Ongezonde transvetten zijn grotendeels uit onze voeding verdwenen.
Transvetten hebben een nog grotere negatieve impact op ons cholesterolgehalte dan verzadigde vetten. Ze verhogen de ‘slechte’ LDL-cholesterol, en verlagen de ‘goede’ HDL-cholesterol. Voor elke 4 tot 5 gram transvet die je dagelijks eet, stijgt je risico op hart- en vaatziekten met een kwart. Een schadelijk goedje, dat we gelukkig maar in kleine hoeveelheden binnenkrijgen.
Transvetten komen van nature in heel kleine hoeveelheden onder meer voor in melk en vlees van herkauwers. Volle melk bevat 0,1 gram transvet per 100 milliter, 100 gram rundvlees 0,4 gram. Daarnaast bestaat er industrieel transvet. In een poging om dierlijke, verzadigde vetten te vervangen door plantaardige oliën, ging de voedingsindustrie die oliën chemisch bewerken om ze een vastere structuur te geven. Daarbij ontstaan de schadelijke transvetten als bijproduct. Harde margarines, koekjes, gebak en snacks bevatten tot eind jaren 1990 veel transvet. Sinds duidelijk is hoe slecht die vetten zijn, komen ze door gebruik van andere productieprocessen en grondstoffen nog nauwelijks voor. Onder meer in Oostenrijk en Denemarken is het gehalte transvet dat producten mogen bevatten wettelijk bepaald. Dat is in België en Nederland niet het geval.

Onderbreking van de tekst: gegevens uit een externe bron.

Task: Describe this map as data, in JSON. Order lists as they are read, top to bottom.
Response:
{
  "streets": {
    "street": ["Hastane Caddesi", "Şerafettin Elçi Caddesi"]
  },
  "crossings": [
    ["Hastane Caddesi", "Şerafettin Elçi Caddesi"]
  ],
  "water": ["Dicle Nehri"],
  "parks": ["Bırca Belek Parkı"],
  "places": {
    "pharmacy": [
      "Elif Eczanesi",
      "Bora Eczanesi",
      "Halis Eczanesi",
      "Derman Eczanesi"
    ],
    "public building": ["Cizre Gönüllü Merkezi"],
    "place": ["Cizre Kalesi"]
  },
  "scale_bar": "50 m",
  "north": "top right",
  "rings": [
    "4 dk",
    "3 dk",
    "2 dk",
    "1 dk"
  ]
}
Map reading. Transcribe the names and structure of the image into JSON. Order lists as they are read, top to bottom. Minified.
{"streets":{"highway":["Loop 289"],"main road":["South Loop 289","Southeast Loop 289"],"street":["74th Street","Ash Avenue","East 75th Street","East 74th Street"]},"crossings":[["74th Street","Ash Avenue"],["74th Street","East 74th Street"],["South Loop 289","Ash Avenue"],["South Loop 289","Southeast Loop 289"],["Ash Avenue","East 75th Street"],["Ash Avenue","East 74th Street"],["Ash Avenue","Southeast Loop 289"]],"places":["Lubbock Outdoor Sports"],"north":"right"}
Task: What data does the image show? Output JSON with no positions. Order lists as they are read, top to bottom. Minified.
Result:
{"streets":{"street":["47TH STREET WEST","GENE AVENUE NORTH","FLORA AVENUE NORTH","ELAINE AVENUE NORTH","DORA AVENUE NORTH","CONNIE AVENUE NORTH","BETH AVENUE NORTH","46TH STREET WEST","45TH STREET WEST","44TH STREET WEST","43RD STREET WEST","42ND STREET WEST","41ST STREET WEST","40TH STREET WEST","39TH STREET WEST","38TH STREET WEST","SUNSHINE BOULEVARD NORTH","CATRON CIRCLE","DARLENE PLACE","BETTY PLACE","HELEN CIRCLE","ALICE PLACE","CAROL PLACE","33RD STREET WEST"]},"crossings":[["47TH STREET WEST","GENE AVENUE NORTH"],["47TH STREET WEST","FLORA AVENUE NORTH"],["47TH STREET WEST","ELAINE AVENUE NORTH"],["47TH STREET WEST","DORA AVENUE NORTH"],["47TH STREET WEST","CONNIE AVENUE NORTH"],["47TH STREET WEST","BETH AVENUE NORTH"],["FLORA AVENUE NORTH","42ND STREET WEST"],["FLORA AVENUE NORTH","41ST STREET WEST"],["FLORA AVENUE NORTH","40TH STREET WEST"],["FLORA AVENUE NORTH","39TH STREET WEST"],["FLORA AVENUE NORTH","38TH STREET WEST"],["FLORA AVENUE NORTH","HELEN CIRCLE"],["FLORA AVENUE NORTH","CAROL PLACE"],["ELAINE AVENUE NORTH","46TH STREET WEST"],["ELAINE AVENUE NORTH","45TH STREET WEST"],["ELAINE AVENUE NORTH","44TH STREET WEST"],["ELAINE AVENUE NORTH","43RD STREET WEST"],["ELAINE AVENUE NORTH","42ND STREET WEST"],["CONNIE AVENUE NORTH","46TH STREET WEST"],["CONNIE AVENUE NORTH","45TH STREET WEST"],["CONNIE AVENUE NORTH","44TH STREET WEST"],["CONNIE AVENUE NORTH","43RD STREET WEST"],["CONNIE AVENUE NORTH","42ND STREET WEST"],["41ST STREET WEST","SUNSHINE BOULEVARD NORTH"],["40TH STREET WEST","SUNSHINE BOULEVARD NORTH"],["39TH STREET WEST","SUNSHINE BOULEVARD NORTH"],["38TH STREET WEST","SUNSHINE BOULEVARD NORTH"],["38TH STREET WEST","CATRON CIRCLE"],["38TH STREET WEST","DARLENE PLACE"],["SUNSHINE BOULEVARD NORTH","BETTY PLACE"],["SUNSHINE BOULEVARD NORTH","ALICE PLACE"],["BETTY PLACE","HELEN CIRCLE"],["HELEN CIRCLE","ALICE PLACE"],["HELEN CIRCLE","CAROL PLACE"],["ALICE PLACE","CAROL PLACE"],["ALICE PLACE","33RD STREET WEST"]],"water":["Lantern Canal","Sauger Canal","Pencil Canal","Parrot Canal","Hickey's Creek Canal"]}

Of een product transvetten bevat, moet niet expliciet op het etiket worden vermeld. Staat er ‘plantaardig vet, gedeeltelijk gehard’ of ‘gehydrogeneerd vet’ op de verpakking, dan zit er transvet in. Koeken bevatten volgens het Nederlandse Voedingscentrum tussen 0 en 3 gram per 100 gram.
Volgens Hoge Gezondheidsraad eten we best ‘zo weinig mogelijk’ transvet, de Nederlandse Gezondheidsraad houdt het op maximaal 1 procent van de energiebehoefte, of zo’n 2 tot 3 gram. De gemiddelde consumptie ligt daar ruim onder.